Нану мы можем считать только тогда своим пленником, когда за ним закроются двери дворца.»
Сэр Лауренс несколько раз прочел это послание.
— Гм! — сказал он после нескольких минут размышления. — Я, быть может, слишком поспешил праздновать свою победу… Но звезда моя никогда еще не блестела так ярко; и я верю, что она не изменит мне, когда я так близок к цели.
Сердар не ошибся. Память сэра Лауренса так же мало сохранила следов о событиях ночи, как вода не сохраняет изображения отразившихся в ней предметов.
IV
Кишная и Нухурмуре. — Старый друг. — Идеи Барбассона-миллионера. — Рыбная ловля. — Тревога. — Сообщение Эдуарда. — Побег. — Отъезд. — Никогда!В то время, как в Декане все подготовлялось к восстанию, которым искусно руководило общество «Духов Вод» и Сердар, нарочно для этого приехавший из Европы, — все было тихо, спокойно и патриархально в Нухурмуре, тайном убежище Нана-Сагиба и его верных друзей, оставленных подле него Фредериком де Монмореном.
Друзья эти были прежде всего — махратский воин Нариндра, старый товарищ Сердара, — пылкий туземец томился праздной жизнью и с нетерпением ждал возвращения Фредерика де Монморена, который по весьма важным причинам не дал знать своим друзьям о своем присутствии в Декане; Рама-Модели, заклинатель, который проводил дни в дрессировке Норы и Ситы, двух пантер, оставшихся ему в наследство от Рам-Шудора; молодой и верный Сами и Рудра, следопыт, который открыл логово тугов. Все четыре лица эти находились по-прежнему под начальством Шейк-Тоффеля, адмирала флота Маскатского имама, иначе говоря, Мариуса Барбассона из Марселя, который до сих пор еще не утешился после трагического конца своего друга Боба Барнета, умершего от укуса кобры и съеденного шакалами.

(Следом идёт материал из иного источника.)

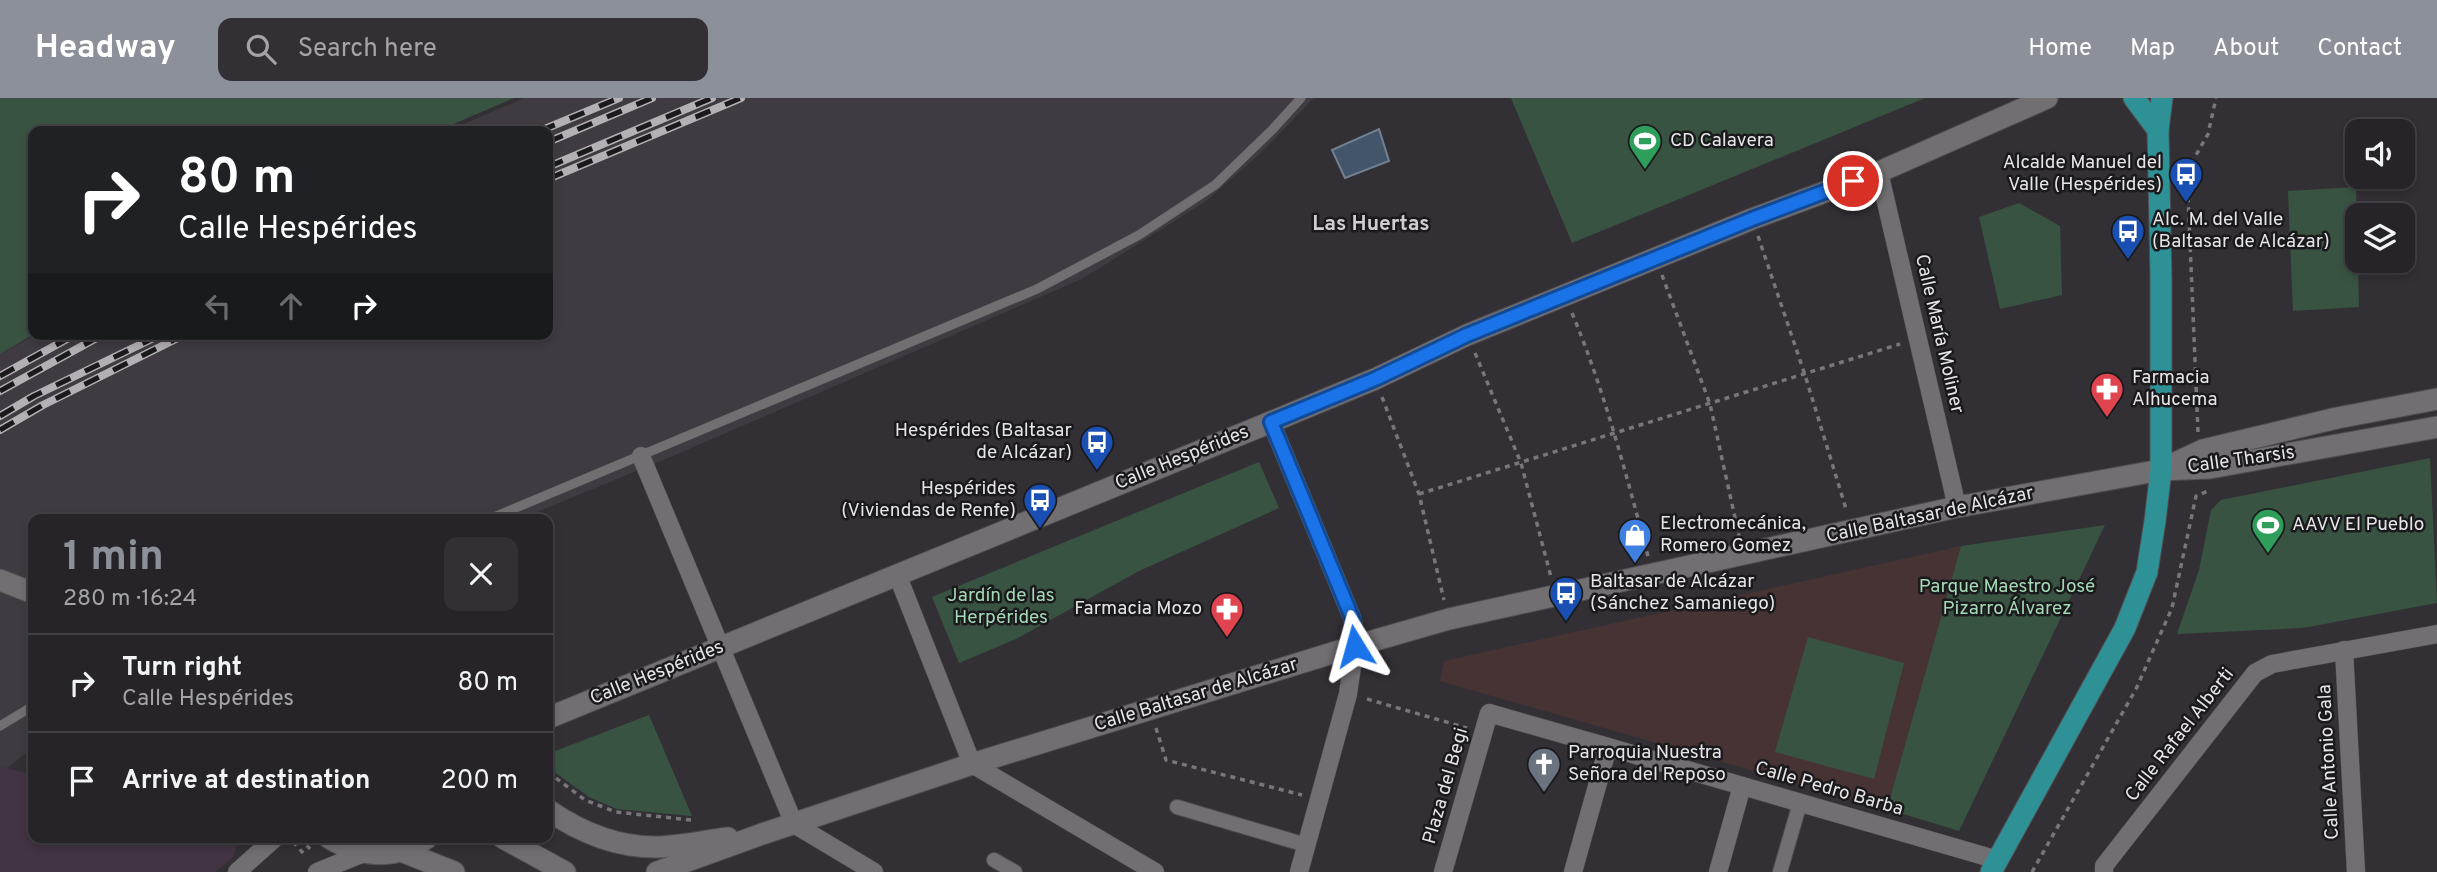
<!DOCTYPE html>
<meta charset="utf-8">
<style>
:root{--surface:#262428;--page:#323034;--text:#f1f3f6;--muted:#a4a4a8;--line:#424145;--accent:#8c9099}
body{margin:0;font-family:Overpass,sans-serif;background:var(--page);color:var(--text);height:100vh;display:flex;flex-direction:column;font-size:26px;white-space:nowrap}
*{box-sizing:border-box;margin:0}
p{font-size:23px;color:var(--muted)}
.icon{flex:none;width:38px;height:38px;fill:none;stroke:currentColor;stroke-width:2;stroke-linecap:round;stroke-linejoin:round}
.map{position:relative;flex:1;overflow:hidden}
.panel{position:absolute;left:28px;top:416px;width:525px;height:329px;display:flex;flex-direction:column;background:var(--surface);border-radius:14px;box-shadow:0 4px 10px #0003,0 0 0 2px var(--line)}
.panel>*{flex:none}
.guide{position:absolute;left:28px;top:28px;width:525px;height:214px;border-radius:14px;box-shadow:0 4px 10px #0003,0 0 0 2px var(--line);background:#202124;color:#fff;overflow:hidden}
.controls{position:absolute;left:2345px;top:21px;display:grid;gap:14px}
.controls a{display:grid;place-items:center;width:70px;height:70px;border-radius:14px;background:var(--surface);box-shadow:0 4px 10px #0003,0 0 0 2px var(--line);font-size:35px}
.pin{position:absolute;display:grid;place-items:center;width:60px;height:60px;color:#fff;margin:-30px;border:4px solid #fff;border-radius:50%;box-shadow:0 2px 7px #0007}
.me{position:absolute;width:77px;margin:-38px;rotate:352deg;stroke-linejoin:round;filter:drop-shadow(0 0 5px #0008)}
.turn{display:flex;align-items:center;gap:24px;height:147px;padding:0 35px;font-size:32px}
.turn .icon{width:91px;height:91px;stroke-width:2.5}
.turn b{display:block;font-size:49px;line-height:60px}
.lanes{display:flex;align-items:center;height:66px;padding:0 35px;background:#0003;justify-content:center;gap:35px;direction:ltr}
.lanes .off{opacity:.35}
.round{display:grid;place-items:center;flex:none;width:74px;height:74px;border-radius:14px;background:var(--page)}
.headline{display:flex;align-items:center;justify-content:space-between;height:119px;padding:0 35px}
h1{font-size:42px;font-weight:700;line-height:52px;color:var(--accent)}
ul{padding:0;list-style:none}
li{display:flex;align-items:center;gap:21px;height:98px;padding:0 35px;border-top:2px solid var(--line)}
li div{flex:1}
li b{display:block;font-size:26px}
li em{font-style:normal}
header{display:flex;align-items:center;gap:42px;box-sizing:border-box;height:98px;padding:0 35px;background:var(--accent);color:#fff}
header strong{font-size:33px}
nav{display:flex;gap:38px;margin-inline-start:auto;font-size:24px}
.search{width:490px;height:63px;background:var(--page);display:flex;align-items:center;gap:18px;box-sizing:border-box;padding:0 24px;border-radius:14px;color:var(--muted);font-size:26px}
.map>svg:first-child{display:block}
.built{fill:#403a43}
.industrial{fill:#423442}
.education{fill:#483334}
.green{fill:#395342}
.water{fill:#42556b;stroke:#738090;stroke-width:2}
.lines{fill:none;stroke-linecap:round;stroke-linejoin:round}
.service-casing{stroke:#504d51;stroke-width:10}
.pedestrian-casing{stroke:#504d51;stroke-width:16}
.minor-casing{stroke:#504d51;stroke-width:19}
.tertiary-casing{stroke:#504d51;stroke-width:23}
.secondary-casing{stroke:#504d51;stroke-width:23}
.primary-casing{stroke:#504d51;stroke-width:23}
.path{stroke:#79767b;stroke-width:3.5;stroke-dasharray:5 5;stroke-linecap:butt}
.service{stroke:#726f73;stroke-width:9}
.pedestrian{stroke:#726f73;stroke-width:14}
.minor{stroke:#726f73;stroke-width:18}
.tertiary{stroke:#726f73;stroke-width:21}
.secondary{stroke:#726f73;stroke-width:21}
.primary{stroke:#2e9196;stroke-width:21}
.rail-casing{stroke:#b3b1b5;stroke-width:8}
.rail{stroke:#1a191b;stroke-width:5;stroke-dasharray:16;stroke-linecap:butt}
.route-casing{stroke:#114b97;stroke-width:18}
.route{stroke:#1a73e8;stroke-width:12}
.labels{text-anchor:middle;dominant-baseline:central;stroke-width:5;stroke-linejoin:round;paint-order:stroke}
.poi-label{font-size:19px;fill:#e6e4e7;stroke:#1a191b;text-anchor:start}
.street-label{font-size:19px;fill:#e6e4e7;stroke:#1a191b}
.park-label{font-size:19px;fill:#a4d9b5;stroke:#1a191b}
.neighbourhood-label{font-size:21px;font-weight:bold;fill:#d0ccd2;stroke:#1a191b}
</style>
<header>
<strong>Headway</strong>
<div class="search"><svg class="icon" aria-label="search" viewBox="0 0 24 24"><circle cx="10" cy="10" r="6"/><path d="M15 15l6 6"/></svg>Search here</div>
<nav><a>Home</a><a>Map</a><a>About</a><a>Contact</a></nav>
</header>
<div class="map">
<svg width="2437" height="774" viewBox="0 0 2437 774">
<rect width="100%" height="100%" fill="#333035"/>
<path class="built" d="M524,0H1314L1261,55L1205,104L1082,181L675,357L518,422H33V649L0,676V256L37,236H548V33H448Z"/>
<path class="industrial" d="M0,668L33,677V740H239L233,759L215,774H0Z"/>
<path class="education" d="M1961,448L1887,711L1440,583L1444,563Z"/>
<g class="green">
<path d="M0,0H514L437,33H33L34,236L0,256Z"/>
<path d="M1511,0H1925L1572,145Z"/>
<path d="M2356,89L2359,209L2293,213L2288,93Z"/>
<path d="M2019,105L2060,128L2062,197L2000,211L1979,119Z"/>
<path d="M2430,360L2437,505L2303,530L2177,536L2199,472L2211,412L2221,402Z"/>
<path d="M1259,364L1279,410L1139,473L1016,541L959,565L932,499Z"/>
<path d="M2105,427L1959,733L1887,711L1961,448Z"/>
<path d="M1808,539L1904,565L1874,681L1775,654Z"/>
<path d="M649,617L692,718L617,711L589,699L549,670L550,655Z"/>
</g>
<path class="water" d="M1379,31L1389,63L1345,80L1332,52Z"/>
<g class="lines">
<defs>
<g id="service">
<path d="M487,422L1037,191L1139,137L1215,87L1273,31L1301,0"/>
<path d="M0,628L33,608"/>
</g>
<g id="pedestrian">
<path d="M1177,709L1306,747"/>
<path d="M994,762L1015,774"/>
<path d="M1780,774L1800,705"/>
</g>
<g id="minor">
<path d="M1879,74L1957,409"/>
<path d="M1271,324L1353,522L1355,548L1348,596L1299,774"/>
<path d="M641,358L794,726L874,774"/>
<path d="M897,476L972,666L1155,774"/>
<path d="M2344,552L2356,774"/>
<path d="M1608,649L1998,762"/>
<path d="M237,774L275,740"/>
<path d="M317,774L364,755"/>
<path d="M1443,774L1489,615L1608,649L1573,774"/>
<path d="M1718,774L1742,688"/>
<path d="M2104,774V768L2255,575L2272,566L2437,536"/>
</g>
<path id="tertiary" d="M548,620L1271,324L1375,281L1467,237L1752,121L1879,74L2047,0"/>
<g id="secondary">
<path d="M2169,368L2203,352L2337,320L2437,301"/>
<path d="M0,482L33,495"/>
<path d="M548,712C580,734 619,750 659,749C682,748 705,743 728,740"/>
<path d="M329,740C361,759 395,763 427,740"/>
<path d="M503,740L565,774"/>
<path d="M401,753L454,774"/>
<path d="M657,774L762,736L972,666L1355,548L1449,521L1957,409L2161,372L2210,370L2437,329"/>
</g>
<g id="primary">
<path d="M2134,0L2158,32"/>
<path d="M1991,774L2125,530L2147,474L2155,423L2161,372V180L2158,32L2162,0"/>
</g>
</defs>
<use href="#service" class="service-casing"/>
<use href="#pedestrian" class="pedestrian-casing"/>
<use href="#minor" class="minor-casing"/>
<use href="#tertiary" class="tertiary-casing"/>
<use href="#secondary" class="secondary-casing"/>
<use href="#primary" class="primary-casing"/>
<g class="path">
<path d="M1758,138L1805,277L1847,414"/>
<path d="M1662,177L1710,306L1739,438"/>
<path d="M1572,215C1605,294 1626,376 1648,458"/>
<path d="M1475,255L1521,365L1551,479"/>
<path d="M1382,299L1419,396L1444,502"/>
<path d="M2198,334L2187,73L2208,36L2216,0"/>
<path d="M1419,396L1900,246"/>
<path d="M1367,601L1467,630"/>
<path d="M1156,630L1166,662L1302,697"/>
<path d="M548,674L585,702L616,714L691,722L692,725"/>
<path d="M300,740L311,752"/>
<path d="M293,744L306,758"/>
<path d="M2032,774L2136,591L2172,510L2196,398L2208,393"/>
</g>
<use href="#service" class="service"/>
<use href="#pedestrian" class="pedestrian"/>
<use href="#minor" class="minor"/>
<use href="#tertiary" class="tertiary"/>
<use href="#secondary" class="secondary"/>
<use href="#primary" class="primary"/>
<defs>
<g id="rail">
<path d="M540,33L619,0"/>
<path d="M548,44L652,0"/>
<path d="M548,69L712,0"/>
<path d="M548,81L741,0"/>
<path d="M0,278L76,236"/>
<path d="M0,293L104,236"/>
<path d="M0,318L34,298L162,236"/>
<path d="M0,332L43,307L186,236"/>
</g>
</defs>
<use href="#rail" class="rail-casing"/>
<use href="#rail" class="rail"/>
</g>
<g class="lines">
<defs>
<path id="route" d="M1355,548L1353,522L1271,324L1375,281L1467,237L1752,121L1853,83"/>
</defs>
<use href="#route" class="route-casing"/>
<use href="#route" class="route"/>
</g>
<defs>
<symbol id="stadium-pin" viewBox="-11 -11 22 30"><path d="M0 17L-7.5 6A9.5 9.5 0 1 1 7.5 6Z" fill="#2e9e5b" stroke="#1a191b"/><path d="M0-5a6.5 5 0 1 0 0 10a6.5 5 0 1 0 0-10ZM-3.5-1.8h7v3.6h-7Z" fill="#fff"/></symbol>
<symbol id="bus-pin" viewBox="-11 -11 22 30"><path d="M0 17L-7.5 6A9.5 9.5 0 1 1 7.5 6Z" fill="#1a4fb4" stroke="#1a191b"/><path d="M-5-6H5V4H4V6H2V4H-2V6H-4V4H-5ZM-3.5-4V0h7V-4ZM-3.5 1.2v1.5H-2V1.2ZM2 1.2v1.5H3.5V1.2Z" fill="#fff"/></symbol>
<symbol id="pharmacy-pin" viewBox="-11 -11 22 30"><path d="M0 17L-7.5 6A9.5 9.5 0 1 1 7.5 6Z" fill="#e0444e" stroke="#1a191b"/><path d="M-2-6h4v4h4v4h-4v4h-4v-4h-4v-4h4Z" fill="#fff"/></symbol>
<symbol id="shop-pin" viewBox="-11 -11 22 30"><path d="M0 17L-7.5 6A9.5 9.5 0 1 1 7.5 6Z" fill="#3f7fe0" stroke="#1a191b"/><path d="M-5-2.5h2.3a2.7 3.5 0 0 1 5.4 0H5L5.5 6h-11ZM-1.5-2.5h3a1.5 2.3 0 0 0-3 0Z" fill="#fff"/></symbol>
<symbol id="church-pin" viewBox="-11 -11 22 30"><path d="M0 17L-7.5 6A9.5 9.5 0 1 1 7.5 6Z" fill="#6b7280" stroke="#1a191b"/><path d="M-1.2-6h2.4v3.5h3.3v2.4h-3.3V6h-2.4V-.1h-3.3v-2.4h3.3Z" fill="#fff"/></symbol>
</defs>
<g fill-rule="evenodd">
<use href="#stadium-pin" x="1626" y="24" width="38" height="52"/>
<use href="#bus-pin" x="2167" y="57" width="38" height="52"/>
<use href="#bus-pin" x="2109" y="114" width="38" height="52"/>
<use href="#pharmacy-pin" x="2088" y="272" width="38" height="52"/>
<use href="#bus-pin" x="1078" y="325" width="38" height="52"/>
<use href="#bus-pin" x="1021" y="383" width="38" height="52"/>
<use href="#stadium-pin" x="2249" y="408" width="38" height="52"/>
<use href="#shop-pin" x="1616" y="418" width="38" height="52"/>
<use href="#bus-pin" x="1547" y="476" width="38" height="52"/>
<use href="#pharmacy-pin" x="1208" y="492" width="38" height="52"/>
<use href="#church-pin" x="1525" y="647" width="38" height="52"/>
</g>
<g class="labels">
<g class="poi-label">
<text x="1670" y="43">CD Calavera</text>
<text x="2162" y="65" text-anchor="end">Alcalde Manuel del<tspan x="2162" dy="22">Valle (Hespérides)</tspan></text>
<text x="2152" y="122">Alc. M. del Valle<tspan x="2152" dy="22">(Baltasar de Alcázar)</tspan></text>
<text x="2132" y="280">Farmacia<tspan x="2132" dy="22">Alhucema</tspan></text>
<text x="1072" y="333" text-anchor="end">Hespérides (Baltasar<tspan x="1072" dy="22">de Alcázar)</tspan></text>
<text x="1016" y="391" text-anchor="end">Hespérides<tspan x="1016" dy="22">(Viviendas de Renfe)</tspan></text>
<text x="1660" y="426">Electromecánica,<tspan x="1660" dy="22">Romero Gomez</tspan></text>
<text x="2292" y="427">AAVV El Pueblo</text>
<text x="1590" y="484">Baltasar de Alcázar<tspan x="1590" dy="22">(Sánchez Samaniego)</tspan></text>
<text x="1202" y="511" text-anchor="end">Farmacia Mozo</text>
<text x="1568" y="655">Parroquia Nuestra<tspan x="1568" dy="22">Señora del Reposo</tspan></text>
</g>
<g class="street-label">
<text transform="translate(1939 236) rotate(77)">Calle María Moliner</text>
<text transform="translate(1182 360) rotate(-22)">Calle Hespérides</text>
<text transform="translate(2241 362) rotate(-8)">Calle Tharsis</text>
<text transform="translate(1930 417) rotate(-12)">Calle Baltasar de Alcázar</text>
<text transform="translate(657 575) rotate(-22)">Calle Hespérides</text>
<text transform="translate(1196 597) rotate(-17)">Calle Baltasar de Alcázar</text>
<text transform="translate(2180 637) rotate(-52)">Calle Rafael Alberti</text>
<text transform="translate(2329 664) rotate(-93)">Calle Antonio Gala</text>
<text transform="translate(1446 688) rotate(-74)">Plaza del Begi</text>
<text transform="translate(1829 691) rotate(16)">Calle Pedro Barba</text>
</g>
<g class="park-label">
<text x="2007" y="489">Parque Maestro José<tspan x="2007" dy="22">Pizarro Álvarez</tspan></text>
<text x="1001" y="498">Jardín de las<tspan x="1001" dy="22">Herpérides</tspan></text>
</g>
<g class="neighbourhood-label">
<text x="1371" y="126">Las Huertas</text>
</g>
</g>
</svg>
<div class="controls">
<a><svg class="icon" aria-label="sound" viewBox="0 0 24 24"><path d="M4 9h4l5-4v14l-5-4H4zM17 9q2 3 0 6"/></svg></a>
<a><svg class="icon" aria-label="layers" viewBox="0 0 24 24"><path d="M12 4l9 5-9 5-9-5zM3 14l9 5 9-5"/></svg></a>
</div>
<div class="pin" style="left:1853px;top:83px;background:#d93025"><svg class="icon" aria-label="arrive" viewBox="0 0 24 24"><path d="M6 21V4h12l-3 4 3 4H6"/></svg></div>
<svg class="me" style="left:1355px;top:548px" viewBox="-20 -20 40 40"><path d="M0-17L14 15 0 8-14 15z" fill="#1a73e8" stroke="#fff" stroke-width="4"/></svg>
<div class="guide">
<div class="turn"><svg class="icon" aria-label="right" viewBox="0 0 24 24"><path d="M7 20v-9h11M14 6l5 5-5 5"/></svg><div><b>80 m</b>Calle Hespérides</div></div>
<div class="lanes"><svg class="icon off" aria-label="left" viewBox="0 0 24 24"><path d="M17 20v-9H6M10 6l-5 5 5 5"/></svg><svg class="icon off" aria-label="ahead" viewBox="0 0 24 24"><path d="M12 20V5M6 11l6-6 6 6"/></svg><svg class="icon" aria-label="right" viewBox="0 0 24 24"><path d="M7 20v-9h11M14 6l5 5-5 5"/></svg></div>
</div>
<section class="panel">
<div class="headline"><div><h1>1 min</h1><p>280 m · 16:24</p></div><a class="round"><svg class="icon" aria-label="close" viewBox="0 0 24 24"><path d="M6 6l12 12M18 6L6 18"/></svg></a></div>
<ul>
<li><svg class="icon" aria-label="right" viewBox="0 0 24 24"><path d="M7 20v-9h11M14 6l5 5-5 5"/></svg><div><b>Turn right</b><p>Calle Hespérides</p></div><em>80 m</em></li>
<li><svg class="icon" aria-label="arrive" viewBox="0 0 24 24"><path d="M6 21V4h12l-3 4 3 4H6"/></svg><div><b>Arrive at destination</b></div><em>200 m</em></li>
</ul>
</section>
</div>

Для Барбассона это была невозвратимая потеря, ибо, как он сам говорил, во всем мире не найти двух столь сходных людей, если не считать небольшой разницы вследствие того, что один был провансалец, а другой янки. И действительно, оба они еще с детства протестовали против той бесплодной потери времени, к которому принуждает нас коллегия под предлогом обучения.
— И к чему это служить? — с видом философа говаривал Барбассон, когда они беседовали на эту тему.
— Nothing! (Ни к чему) — отвечал Барнет.
Оба в возрасте шестнадцати лет были выгнаны своими отцами с помощью пучка веревок; оба изъездили весь свет и испробовали все ремесла и профессии; оба потерпели неудачу после того, как Барбассон в Маскате без боли выдернул зубы имаму и был за это назначен адмиралом, а Барнет в Ауде исполнил роль паяца, рассмешив набоба, который не смеялся двадцать лет, и получил чин артиллерийского генерала. Случай соединил этих двух людей, созданных друг для друга, но смерть, бессмысленная смерть, которая всегда поражает лучших людей, — разъединила их.